Saved entries:
**********

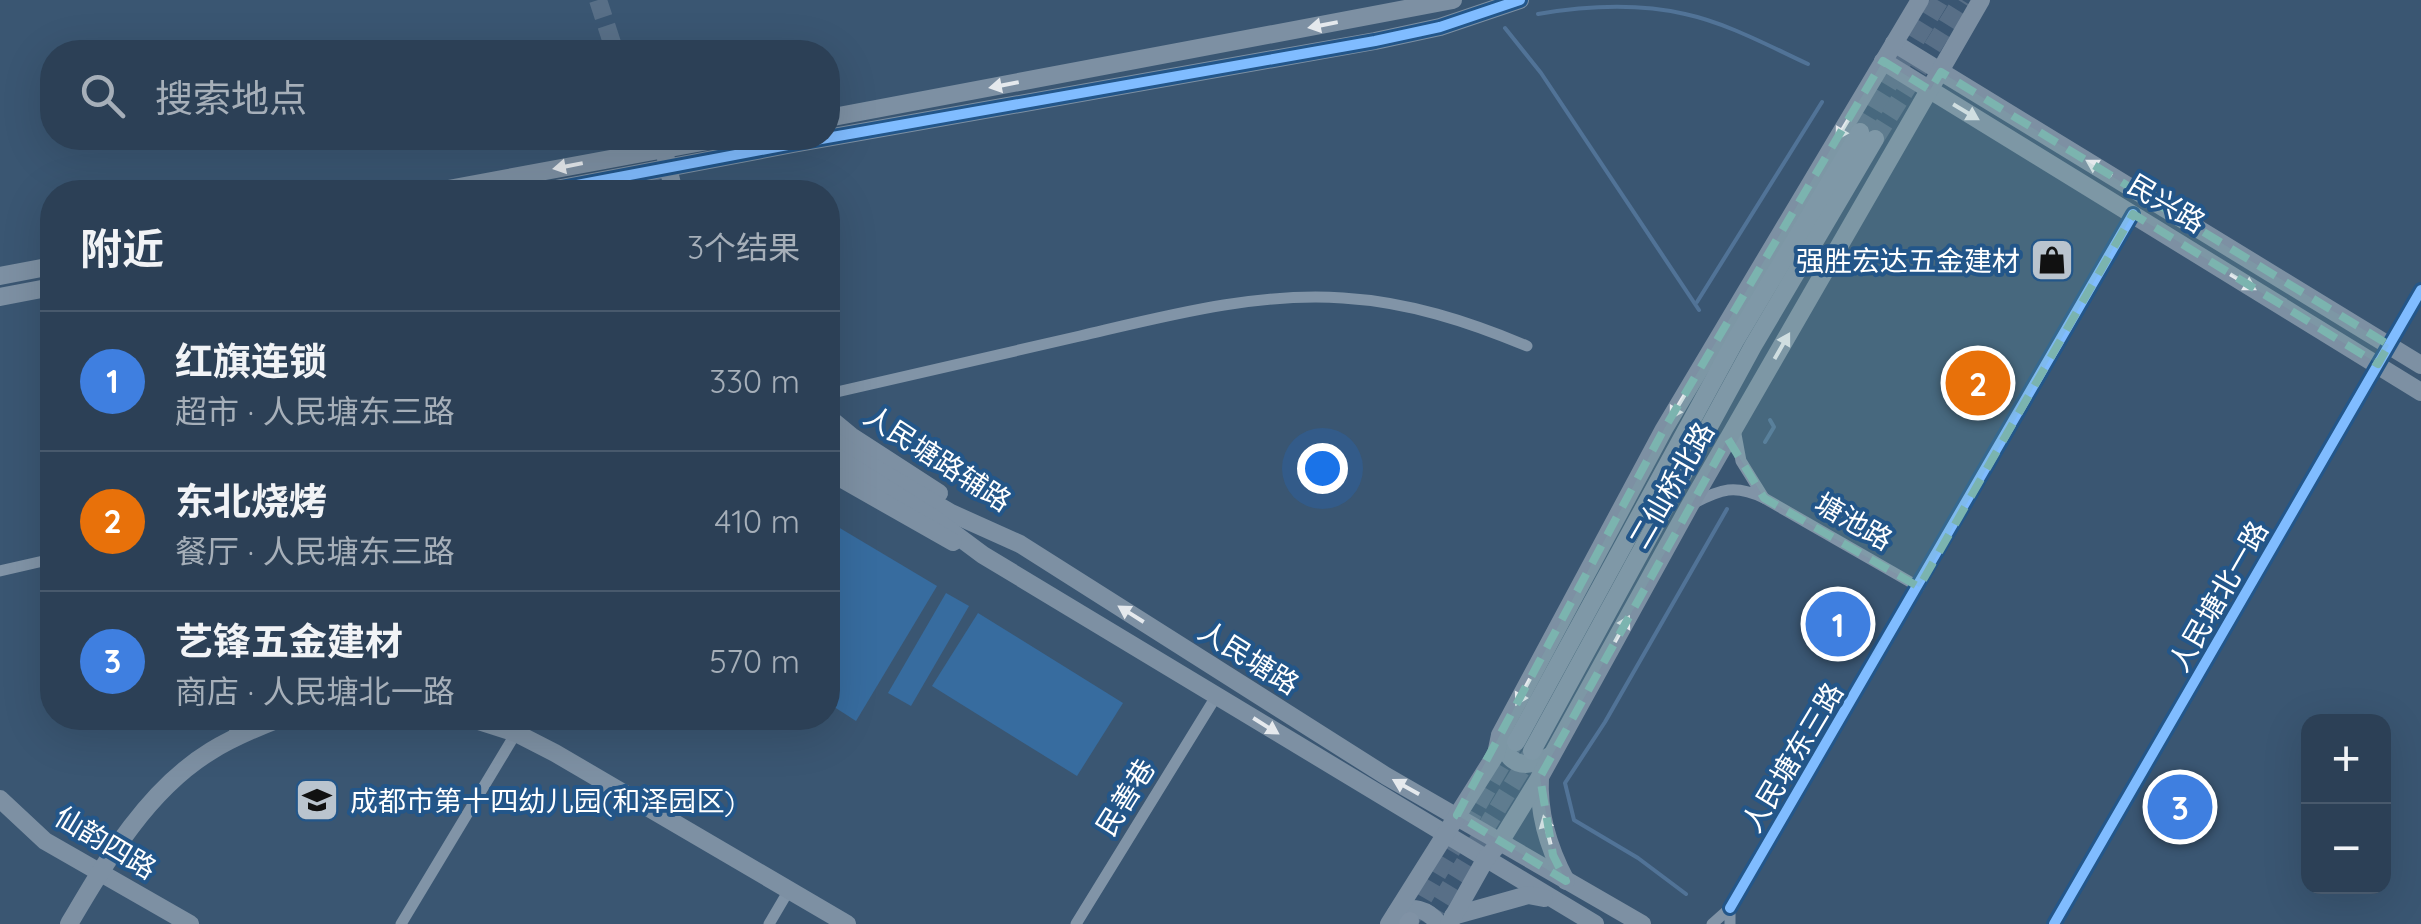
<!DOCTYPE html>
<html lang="zh">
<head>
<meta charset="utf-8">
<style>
  :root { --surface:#2c4056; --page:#384b60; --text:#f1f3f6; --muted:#a6afb9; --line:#48596c; --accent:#e69b98 }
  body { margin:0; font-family:Quicksand,"Noto Sans SC",sans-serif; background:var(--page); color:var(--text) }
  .controls { position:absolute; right:30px; bottom:30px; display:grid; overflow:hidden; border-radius:20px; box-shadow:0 10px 40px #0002 }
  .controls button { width:90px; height:90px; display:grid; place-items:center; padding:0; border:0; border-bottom:2px solid var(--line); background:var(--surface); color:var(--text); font:50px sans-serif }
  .you { position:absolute; left:1322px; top:468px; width:35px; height:35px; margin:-25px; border:8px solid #fff; border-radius:50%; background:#1a73e8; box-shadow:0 0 0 15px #1a73e833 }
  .badge { display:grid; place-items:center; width:65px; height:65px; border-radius:50%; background:var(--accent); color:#fff; font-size:32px; font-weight:700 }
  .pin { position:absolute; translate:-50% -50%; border:5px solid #fff; box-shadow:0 2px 10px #0006 }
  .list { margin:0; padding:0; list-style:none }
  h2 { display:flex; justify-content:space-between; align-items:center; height:130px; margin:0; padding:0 40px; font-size:42px }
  h2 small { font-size:32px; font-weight:400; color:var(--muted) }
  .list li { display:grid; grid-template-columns:65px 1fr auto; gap:30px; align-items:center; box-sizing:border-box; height:140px; padding:0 40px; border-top:2px solid var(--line) }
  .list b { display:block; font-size:38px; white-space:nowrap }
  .list p { margin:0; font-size:32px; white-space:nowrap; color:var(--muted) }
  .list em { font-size:32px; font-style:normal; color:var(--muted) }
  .icon { flex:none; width:55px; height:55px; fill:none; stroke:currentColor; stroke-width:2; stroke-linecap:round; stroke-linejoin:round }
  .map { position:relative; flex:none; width:2421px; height:924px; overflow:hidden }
  .search { position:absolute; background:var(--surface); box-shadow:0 10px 40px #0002; left:40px; top:40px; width:800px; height:110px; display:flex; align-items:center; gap:25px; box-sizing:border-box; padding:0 35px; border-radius:40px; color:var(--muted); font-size:38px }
  .panel { position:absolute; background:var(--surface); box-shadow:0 10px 40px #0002; left:40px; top:180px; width:800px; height:550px; border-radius:40px }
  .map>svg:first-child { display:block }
  .green { fill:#376c9f }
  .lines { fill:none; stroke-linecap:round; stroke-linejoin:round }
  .stream { stroke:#517397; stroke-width:4 }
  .secondary-tunnel { stroke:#586f87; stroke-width:18; stroke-dasharray:18 9; stroke-linecap:butt }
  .primary-tunnel { stroke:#586f87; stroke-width:18; stroke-dasharray:18 9; stroke-linecap:butt }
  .street { stroke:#8194a7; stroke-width:11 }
  .secondary { stroke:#7d90a3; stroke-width:18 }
  .primary { stroke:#8092a5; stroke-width:18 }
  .cycleway-casing { stroke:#235689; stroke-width:16 }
  .cycleway { stroke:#80bcff; stroke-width:10 }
  .oneway { fill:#e5e9ed }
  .marked { fill:#7bb4af; fill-opacity:0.2; stroke:#7bb4af; stroke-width:8; stroke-dasharray:20 12; stroke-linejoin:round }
  .labels { text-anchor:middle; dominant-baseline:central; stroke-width:8; stroke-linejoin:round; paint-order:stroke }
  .street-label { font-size:28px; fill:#fff; stroke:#235689 }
  .poi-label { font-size:28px; fill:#fff; stroke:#235689; text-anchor:end }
</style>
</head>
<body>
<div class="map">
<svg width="2421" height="924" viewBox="0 0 2421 924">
  <rect width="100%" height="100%" fill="#3a5672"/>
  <g class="green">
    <polygon points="828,521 937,586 856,721 828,703"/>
    <polygon points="946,593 969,606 911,706 888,693"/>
    <polygon points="978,613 1123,703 1077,776 932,686"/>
  </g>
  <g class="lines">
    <g class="stream">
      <path d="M 1538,14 C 1585,6 1637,3 1685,14 C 1727,23 1769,46 1808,64"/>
      <polyline points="1505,28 1541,73 1699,310"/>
      <polyline points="1697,302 1822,102"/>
      <polyline points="1765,442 1774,427 1770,420"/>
      <polyline points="1686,894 1638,858 1574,820 1565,783 1605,722 1727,509"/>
    </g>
    <g class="secondary-tunnel">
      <polyline points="598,0 615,52"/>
      <polyline points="642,138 660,192"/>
    </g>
    <g class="primary-tunnel">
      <polyline points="1860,132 1940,0"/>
      <polyline points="1875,139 1962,0"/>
      <polyline points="1410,921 1515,742"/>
      <polyline points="1427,924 1531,754"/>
    </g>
    <g class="street">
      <path d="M 828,394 C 912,374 996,355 1080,336 C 1166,316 1255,292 1343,298 C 1408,302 1467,321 1527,346"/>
      <polyline points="1764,498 1919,587"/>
      <path d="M 1694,503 C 1721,489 1735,484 1764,498 L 1741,461 L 1735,429"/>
      <polyline points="0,571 52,559"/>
      <polyline points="230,718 238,737"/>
      <polyline points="1730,908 2133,214"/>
      <polyline points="401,924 516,733"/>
      <polyline points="769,924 789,890"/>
      <polyline points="1076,924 1217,695"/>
      <polyline points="1712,924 1730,908 1730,924"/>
      <polyline points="2054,924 2421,290"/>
    </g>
    <g class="secondary">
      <polyline points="1894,43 2421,365"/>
      <polyline points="1883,61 2421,392"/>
      <polyline points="828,118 1453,0"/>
      <polyline points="666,159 674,192"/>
      <polyline points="432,192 724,138"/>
      <polyline points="540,192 793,144 1375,41 1440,27 1520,0"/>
      <polyline points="0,276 52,266"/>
      <polyline points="0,297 52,287"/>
      <polyline points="828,417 851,436 939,493"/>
      <polyline points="828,436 859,459 951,513 1020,544 1386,776 1642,924"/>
      <polyline points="828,452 936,520 983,555 1595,924"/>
      <polyline points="828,471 953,542"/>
      <polyline points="469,718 516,733 555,753 847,924"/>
      <path d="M 1500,736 C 1507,765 1524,771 1550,756"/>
      <path d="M 1540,777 C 1538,812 1549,849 1566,881"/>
      <polyline points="0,799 45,841 190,924"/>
      <path d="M 1396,913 C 1412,905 1428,909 1439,924"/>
      <polyline points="1453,916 1528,895 1544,898"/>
      <path d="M 69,924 C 106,861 147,790 211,751 C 233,737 258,727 281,718"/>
      <polyline points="1389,924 1496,754 1500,735 1664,429 1920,0"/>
      <polyline points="1449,924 1485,860 1500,842 1540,777 1690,505 1981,0"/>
    </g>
    <g class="primary">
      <polyline points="1516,742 1735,341 1860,132"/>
      <polyline points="1532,751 1753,346 1875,139"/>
      <polyline points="1408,924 1410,921"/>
    </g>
    <g class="cycleway-casing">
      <g id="cycleway">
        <polyline points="540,192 793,144 1375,41 1440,27 1520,0"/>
        <polyline points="1730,908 2133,214"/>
        <polyline points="2054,924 2421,290"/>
      </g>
    </g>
    <use href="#cycleway" class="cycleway"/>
  </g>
  <defs><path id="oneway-solid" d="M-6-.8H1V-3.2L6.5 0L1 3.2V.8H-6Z" transform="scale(2.5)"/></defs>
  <g class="oneway">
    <use href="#oneway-solid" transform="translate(1323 25) rotate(169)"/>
    <use href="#oneway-solid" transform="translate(1004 85) rotate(169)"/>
    <use href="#oneway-solid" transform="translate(1966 112) rotate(31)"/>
    <use href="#oneway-solid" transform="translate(1844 127) rotate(121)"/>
    <use href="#oneway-solid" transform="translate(568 166) rotate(169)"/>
    <use href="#oneway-solid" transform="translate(2099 168) rotate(-149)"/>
    <use href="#oneway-solid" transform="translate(2243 282) rotate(31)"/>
    <use href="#oneway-solid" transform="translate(1782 346) rotate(-60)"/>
    <use href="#oneway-solid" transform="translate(1678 406) rotate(121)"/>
    <use href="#oneway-solid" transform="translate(1131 614) rotate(-148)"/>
    <use href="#oneway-solid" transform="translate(1622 629) rotate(-61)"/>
    <use href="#oneway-solid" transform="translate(1523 692) rotate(118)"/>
    <use href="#oneway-solid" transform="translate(1266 726) rotate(32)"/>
    <use href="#oneway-solid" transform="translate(1406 787) rotate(-151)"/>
    <use href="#oneway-solid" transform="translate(1547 830) rotate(-104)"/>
  </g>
  <path class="marked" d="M 1883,61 L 1930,90 L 1941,72 L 2389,345 L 2378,364 L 2133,214 L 1919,587 L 1764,498 L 1728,439 L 1540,777 L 1553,855 L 1566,881 L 1457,815 L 1664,429 Z"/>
  <defs>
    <g id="shop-square" transform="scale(2.25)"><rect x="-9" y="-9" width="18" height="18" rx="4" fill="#bac4ce" stroke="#235689"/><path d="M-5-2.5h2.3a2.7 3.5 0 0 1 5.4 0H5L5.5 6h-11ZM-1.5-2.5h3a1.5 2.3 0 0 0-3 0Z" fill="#111"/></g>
    <g id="school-square" transform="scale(2.25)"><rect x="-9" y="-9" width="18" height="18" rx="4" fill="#bac4ce" stroke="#235689"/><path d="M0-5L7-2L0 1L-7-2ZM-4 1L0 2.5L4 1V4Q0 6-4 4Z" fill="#111"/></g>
  </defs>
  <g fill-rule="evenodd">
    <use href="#shop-square" x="2052" y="260"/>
    <use href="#school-square" x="317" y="800"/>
  </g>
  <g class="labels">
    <g class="street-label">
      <text transform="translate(2167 203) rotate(31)">民兴路</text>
      <text transform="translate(938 458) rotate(33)">人民塘路辅路</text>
      <text transform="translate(1671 485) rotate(-60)">二仙桥北路</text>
      <text transform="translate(1854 521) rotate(30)">塘池路</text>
      <text transform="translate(2218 596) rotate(-60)">人民塘北一路</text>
      <text transform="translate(1249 657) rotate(32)">人民塘路</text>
      <text transform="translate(1792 757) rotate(-59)">人民塘东三路</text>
      <text transform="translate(1125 797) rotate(-58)">民善巷</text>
      <text transform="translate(106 842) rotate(31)">仙韵四路</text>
    </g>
    <g class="poi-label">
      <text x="2020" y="260">强胜宏达五金建材</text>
      <text x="350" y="800" text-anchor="start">成都市第十四幼儿园(和泽园区)</text>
    </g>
  </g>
</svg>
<div class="controls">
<button>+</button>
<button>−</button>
</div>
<div class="you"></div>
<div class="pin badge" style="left:1838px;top:624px;background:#3f7fe0">1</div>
<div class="pin badge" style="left:1978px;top:383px;background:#e8710a">2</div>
<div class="pin badge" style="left:2180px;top:807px;background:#3f7fe0">3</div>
<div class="search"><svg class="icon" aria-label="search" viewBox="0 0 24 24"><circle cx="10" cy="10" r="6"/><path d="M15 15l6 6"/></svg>搜索地点</div>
<section class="panel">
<h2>附近<small>3个结果</small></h2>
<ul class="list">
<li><span class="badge" style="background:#3f7fe0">1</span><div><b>红旗连锁</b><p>超市 · 人民塘东三路</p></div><em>330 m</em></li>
<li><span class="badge" style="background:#e8710a">2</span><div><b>东北烧烤</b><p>餐厅 · 人民塘东三路</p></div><em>410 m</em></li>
<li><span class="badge" style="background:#3f7fe0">3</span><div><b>艺锋五金建材</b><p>商店 · 人民塘北一路</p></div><em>570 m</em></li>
</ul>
</section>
</div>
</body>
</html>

**********

Activity:
Copy every line from the records above that contains the string "place".

Answer to this task:
  .controls button { width:90px; height:90px; display:grid; place-items:center; padding:0; border:0; border-bottom:2px solid var(--line); background:var(--surface); color:var(--text); font:50px sans-serif }
  .badge { display:grid; place-items:center; width:65px; height:65px; border-radius:50%; background:var(--accent); color:#fff; font-size:32px; font-weight:700 }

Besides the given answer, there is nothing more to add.